Maybe you should, occasionally, though. Automated filters can be overprotective, hiding messages you would really have liked to see, as well as letting through messages you really wouldn’t want to see if you had a choice. As was brought home by a somewhat different problem, to err is human, but to trust unequivocally in a complex algorithm – even a well-thought-out filtering application – is indescribably naïve. Computers may not make mistakes – at least, not in the same sense that human beings do – but computer programmers do, because even the best of them can’t take into account every possible circumstance. Your security software may not insensitively remind you of a recent tragic event, but it can overlook a malicious message and overreact to something innocuous: both good reasons not to assume that you are immune to the actions of criminals because you have security software. Your own awareness and knowledge should be part of your defensive strategy.

Security is Technology and People

Sometimes, then, a human being can be better at phish philtering (sorry) than automated detection of ‘suspicious’ messages by an application, but always remember that a scammer may well be more adept at manipulating a victim directly by psychological means (social engineering) than at (mis)using technology in some way. Common sense can get you a long way in determining whether a message is genuine or not, but sometimes it’s not enough. (In which case the commonsense rule is to assume that if you can’t be sure, assume the worst.)
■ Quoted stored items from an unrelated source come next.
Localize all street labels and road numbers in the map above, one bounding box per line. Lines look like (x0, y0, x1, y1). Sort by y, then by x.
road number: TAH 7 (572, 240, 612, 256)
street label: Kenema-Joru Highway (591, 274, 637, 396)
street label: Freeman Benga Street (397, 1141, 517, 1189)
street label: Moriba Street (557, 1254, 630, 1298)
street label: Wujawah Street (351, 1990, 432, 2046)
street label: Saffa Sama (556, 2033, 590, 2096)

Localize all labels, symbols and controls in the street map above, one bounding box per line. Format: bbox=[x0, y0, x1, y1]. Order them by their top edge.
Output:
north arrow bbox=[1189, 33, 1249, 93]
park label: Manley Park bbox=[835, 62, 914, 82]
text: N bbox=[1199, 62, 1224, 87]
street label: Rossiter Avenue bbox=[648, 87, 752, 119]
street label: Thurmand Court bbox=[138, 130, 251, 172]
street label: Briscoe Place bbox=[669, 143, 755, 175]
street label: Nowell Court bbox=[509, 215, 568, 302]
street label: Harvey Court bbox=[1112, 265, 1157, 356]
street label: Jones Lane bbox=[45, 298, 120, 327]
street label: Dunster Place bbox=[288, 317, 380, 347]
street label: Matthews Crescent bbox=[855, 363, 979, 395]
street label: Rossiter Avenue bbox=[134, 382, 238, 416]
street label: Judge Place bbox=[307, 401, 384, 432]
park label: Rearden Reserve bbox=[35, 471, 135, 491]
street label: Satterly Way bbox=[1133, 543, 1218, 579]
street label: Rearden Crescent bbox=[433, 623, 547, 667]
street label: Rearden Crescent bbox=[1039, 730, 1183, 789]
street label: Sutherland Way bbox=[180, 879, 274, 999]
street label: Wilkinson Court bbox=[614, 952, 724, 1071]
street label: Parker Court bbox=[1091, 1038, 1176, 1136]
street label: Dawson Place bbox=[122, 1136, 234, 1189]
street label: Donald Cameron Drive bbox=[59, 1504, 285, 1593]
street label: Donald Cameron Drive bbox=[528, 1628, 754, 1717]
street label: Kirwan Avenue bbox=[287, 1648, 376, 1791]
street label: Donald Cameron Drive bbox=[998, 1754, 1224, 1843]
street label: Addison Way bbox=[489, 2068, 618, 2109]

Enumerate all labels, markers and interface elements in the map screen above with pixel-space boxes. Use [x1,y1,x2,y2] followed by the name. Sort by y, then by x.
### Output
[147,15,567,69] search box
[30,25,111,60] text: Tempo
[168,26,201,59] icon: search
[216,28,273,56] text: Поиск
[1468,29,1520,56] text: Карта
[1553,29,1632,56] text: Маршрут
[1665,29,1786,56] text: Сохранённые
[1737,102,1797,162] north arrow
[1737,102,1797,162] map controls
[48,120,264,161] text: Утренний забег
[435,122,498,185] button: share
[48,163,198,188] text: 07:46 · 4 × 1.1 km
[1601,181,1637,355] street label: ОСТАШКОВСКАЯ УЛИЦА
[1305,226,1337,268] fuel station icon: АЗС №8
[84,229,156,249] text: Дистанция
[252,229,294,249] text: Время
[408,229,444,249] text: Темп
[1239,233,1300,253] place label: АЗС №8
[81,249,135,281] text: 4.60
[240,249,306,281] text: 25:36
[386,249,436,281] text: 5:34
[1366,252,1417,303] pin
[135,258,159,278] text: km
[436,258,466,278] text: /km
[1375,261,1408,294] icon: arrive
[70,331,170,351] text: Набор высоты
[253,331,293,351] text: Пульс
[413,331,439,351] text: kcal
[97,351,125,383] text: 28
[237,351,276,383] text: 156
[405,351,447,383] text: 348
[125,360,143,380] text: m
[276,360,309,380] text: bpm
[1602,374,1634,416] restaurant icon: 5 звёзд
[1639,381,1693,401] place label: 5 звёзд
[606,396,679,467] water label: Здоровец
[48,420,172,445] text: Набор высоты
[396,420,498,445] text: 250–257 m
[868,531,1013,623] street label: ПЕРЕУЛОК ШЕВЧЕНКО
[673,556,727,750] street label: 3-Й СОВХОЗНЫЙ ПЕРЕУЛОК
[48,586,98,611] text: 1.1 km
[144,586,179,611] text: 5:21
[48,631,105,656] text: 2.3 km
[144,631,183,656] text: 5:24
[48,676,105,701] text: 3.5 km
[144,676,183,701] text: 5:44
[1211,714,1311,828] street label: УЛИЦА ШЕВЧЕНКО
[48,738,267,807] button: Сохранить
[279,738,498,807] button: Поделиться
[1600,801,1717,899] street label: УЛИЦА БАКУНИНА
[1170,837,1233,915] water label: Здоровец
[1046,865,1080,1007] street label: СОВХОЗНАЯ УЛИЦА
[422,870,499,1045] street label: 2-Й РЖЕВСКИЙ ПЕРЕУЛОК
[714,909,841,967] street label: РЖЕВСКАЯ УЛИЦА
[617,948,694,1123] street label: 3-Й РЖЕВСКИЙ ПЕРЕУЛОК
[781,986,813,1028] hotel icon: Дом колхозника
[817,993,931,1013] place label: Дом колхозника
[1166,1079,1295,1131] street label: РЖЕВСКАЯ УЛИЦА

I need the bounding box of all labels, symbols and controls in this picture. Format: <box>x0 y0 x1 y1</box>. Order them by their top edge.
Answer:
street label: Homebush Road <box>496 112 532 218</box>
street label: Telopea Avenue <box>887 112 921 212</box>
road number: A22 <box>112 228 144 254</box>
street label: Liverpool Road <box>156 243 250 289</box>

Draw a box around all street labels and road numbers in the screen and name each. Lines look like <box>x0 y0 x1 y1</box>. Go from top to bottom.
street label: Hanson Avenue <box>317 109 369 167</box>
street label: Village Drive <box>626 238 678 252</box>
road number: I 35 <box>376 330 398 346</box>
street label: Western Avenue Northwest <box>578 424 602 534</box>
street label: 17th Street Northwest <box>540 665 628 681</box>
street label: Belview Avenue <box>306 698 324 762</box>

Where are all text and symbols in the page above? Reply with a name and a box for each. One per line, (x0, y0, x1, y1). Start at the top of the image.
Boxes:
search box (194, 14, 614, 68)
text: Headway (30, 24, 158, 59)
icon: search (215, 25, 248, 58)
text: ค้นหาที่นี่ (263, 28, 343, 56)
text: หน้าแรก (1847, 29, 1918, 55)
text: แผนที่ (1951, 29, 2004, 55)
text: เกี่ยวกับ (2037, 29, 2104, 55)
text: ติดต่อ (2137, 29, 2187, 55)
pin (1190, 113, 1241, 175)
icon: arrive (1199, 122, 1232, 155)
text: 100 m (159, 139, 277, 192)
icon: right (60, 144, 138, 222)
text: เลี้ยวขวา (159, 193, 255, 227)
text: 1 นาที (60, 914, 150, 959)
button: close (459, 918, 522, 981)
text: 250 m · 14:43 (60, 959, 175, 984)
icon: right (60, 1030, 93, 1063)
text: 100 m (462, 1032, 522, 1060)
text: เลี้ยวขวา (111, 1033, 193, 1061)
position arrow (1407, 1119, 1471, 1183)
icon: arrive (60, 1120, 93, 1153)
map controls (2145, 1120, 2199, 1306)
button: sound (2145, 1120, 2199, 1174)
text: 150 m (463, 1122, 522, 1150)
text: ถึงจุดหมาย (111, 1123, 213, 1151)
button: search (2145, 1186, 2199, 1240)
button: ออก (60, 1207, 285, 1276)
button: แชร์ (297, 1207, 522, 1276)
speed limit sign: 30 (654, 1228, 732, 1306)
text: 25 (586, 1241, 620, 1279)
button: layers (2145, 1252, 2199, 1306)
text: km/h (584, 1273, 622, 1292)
Often, when it comes to information technology, a sensible and rational person is disadvantaged by a lack of techie knowledge: not everyone is obsessed with bits and bytes. (So I hear…) Which is exactly what tech support scammers (for example) rely on. Phishing is another activity that relies on victims who aren’t well-enough informed to distinguish between phish and phowl. My intention in this blog is not to turn victims into experts on reading mail headers or to offer a short course on criminal psychology, but to give enough information to enable them to sidestep some of the traps for the unwary.

All malware is targeted…

…it’s just that some malicious programs target more people than others. But whether or not malware is directly involved, catch-all scam messages have a basic flaw.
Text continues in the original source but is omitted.